チュートリアルも攻略情報も見ず、一人己の美学を追及し、効率を無視し、ひたすら考えなしにゲームを楽しむ主人公はゲーム内で非効率的と言われるプレイスタイルをそうとは知らぬままに、そして知った後も貫き、それが意外なところで役に立っていき・・・・という。

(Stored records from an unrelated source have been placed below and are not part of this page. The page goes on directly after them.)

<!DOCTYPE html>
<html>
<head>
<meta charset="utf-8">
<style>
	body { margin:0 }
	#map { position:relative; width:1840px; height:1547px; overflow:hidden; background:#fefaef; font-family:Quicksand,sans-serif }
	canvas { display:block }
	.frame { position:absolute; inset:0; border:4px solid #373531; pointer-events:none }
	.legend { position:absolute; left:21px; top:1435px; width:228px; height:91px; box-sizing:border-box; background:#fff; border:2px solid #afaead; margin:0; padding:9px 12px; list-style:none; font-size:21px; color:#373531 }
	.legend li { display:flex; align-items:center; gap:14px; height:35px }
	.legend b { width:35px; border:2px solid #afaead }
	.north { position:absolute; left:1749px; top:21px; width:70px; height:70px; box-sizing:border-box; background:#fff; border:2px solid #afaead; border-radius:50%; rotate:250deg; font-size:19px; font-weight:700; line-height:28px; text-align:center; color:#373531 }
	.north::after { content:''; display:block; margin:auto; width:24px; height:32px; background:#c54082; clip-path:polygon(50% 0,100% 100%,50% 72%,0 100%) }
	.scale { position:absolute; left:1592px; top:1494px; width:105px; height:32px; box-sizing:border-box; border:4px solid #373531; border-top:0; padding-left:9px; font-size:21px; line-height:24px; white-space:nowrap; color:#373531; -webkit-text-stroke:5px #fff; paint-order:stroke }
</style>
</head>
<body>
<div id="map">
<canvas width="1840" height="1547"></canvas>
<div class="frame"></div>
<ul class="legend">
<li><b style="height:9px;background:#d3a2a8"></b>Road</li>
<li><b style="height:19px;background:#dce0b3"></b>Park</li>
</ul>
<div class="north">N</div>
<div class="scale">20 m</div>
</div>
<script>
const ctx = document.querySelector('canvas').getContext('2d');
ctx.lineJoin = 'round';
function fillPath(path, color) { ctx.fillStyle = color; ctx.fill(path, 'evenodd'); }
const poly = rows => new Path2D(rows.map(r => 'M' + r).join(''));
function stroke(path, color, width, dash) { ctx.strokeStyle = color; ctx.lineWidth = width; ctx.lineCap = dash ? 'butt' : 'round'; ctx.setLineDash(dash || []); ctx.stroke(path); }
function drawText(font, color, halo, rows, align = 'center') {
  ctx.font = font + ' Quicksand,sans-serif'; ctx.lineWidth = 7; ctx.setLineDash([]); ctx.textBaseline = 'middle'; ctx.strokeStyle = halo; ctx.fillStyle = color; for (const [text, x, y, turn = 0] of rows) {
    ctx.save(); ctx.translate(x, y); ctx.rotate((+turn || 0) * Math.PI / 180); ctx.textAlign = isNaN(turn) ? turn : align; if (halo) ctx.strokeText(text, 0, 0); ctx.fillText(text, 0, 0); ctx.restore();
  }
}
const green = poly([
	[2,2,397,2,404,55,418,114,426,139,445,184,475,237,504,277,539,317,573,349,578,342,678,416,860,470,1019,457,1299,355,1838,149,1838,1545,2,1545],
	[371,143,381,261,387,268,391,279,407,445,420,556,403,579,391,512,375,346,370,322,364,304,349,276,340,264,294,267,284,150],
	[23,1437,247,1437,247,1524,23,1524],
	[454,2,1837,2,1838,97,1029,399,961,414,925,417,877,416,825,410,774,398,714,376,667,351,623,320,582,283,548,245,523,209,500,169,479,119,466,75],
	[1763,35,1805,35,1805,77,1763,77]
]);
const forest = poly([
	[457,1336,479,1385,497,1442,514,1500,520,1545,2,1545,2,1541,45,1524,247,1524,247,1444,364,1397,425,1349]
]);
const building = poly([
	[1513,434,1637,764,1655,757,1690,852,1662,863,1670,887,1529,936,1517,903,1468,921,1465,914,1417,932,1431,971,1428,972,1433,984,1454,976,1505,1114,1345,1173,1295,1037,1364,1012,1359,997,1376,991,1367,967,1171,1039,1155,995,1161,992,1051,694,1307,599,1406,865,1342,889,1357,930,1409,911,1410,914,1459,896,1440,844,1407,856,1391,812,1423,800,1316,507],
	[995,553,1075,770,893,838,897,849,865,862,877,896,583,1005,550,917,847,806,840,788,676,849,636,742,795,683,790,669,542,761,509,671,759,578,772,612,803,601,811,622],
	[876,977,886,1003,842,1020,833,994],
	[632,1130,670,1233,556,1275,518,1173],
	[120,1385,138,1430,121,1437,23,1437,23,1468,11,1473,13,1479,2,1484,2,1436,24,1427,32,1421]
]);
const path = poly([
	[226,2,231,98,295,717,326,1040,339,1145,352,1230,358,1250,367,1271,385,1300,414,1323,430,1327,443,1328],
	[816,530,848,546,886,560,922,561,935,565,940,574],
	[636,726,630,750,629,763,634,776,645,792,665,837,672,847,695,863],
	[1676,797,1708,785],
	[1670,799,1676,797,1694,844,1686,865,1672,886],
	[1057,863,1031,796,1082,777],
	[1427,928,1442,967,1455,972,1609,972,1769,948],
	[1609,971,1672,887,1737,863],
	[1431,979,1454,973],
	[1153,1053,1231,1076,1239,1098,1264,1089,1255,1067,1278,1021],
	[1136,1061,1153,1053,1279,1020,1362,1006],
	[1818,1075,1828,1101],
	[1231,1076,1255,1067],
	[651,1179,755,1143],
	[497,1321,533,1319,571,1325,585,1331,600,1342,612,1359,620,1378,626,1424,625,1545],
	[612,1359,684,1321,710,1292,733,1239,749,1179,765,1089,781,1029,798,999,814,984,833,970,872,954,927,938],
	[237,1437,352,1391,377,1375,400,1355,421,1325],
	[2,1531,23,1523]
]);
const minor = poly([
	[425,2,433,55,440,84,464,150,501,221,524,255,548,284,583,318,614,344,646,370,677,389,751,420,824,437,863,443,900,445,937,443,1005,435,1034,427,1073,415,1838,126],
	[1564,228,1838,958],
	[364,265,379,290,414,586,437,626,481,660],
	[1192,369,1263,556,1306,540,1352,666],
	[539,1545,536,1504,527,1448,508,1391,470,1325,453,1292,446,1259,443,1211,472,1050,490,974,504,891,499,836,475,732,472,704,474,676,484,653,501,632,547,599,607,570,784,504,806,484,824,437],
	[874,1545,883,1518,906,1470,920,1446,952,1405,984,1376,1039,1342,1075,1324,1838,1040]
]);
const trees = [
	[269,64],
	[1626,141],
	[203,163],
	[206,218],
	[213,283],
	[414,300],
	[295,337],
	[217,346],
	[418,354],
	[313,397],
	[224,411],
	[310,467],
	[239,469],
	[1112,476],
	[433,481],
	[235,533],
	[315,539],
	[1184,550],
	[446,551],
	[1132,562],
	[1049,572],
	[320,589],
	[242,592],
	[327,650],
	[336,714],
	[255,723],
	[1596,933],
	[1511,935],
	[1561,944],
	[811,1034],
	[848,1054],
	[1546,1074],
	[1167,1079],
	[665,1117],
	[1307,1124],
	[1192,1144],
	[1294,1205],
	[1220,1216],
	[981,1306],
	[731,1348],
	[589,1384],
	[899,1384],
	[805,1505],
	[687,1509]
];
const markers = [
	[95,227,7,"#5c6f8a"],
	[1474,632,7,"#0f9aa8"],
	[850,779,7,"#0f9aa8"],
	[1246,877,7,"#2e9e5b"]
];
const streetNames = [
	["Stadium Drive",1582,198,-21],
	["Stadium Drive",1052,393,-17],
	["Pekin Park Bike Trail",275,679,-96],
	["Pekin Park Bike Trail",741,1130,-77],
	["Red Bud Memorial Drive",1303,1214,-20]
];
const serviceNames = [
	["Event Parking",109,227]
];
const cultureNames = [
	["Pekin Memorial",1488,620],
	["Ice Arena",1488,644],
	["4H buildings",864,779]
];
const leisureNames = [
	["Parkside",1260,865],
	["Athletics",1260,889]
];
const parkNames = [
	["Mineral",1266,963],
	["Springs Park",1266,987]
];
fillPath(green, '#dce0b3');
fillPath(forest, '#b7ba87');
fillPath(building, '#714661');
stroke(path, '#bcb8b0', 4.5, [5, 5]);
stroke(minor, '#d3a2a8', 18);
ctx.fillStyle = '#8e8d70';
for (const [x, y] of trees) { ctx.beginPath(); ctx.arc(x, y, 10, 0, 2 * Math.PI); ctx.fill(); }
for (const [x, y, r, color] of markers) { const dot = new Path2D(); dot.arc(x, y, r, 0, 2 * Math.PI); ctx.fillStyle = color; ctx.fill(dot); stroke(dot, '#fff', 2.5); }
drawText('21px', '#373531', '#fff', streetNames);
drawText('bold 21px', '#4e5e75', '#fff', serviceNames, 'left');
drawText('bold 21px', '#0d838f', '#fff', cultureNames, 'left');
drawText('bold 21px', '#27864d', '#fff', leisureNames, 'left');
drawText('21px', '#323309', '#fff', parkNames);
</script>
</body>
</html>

人と違う道を歩むというのはなかなかに困難なはずだが、バカで考え無しの主人公はそのお気楽さで突き進む。

というかまぁ効率というのはアレですな。
「秀才」の答えに過ぎないと思うのですよ。
「天才」は異端であるがゆえに他者には真似が出来ない。
野茂のトルネード投法然り、イチローの振り子打法然り、とでも言えばいくらか説得力あるのかないのか。
まぁZINが今の戦法を編み出したのは偶然がかなりの割合を占めるのも事実ですけどね。
それでも自分の美学に沿って得たものに合わせた最適解の戦法を作り出し、トップギルドレベルの戦果を得るまでに至ったのは「痛快」の一言に尽きるかと。
他人の出した答えの後追いで効率を求めるその先にあるものとは何か?
ゲームとは本来どのようなものなのか?
自分らしささえ見失ってただ先へ先へと進む効率的攻略に邁進する者達を横目に純粋に楽しみながら突き進むZINの姿はきっと開発者である彼にとってきっと何よりも嬉しいプレイヤーなのではないかと。


2巻以降、デスゲームが解禁されそうですが妹ちゃんの所属するの一つ「円卓」が、同じトップギルドである「漆黒」と険悪という話。
さらにZINが手に入れた「知恵のかけら」を同様に手にしているギルドの一つにPKの噂のあるトップギルド「BMS」の存在。
などなど、不穏な要素がある中で話はどう転んでいくのか。
1巻はアルカナ掲示板の存在と主人公のおかげで設定の割りにコメディ要素が強かったわけですが2巻以降もそれを維持出来るのか。
そして妹ちゃん合流はあるのか?
ハゼと妹ちゃんの間に血の雨は降るのか?
ここまで読む限り必至ですな。
妹ちゃん、これガチっぽいし。


ちなみにこの作品、「小説家になろう」というサイトに掲載されていた(というか今もされている)ものなのでそちらの方でこの1巻の続きがすぐ読めます。ついでにこの1巻の内容は妹視点のダイジェスト版に改稿されているのでそちらだけでもチェックする価値はあると思います。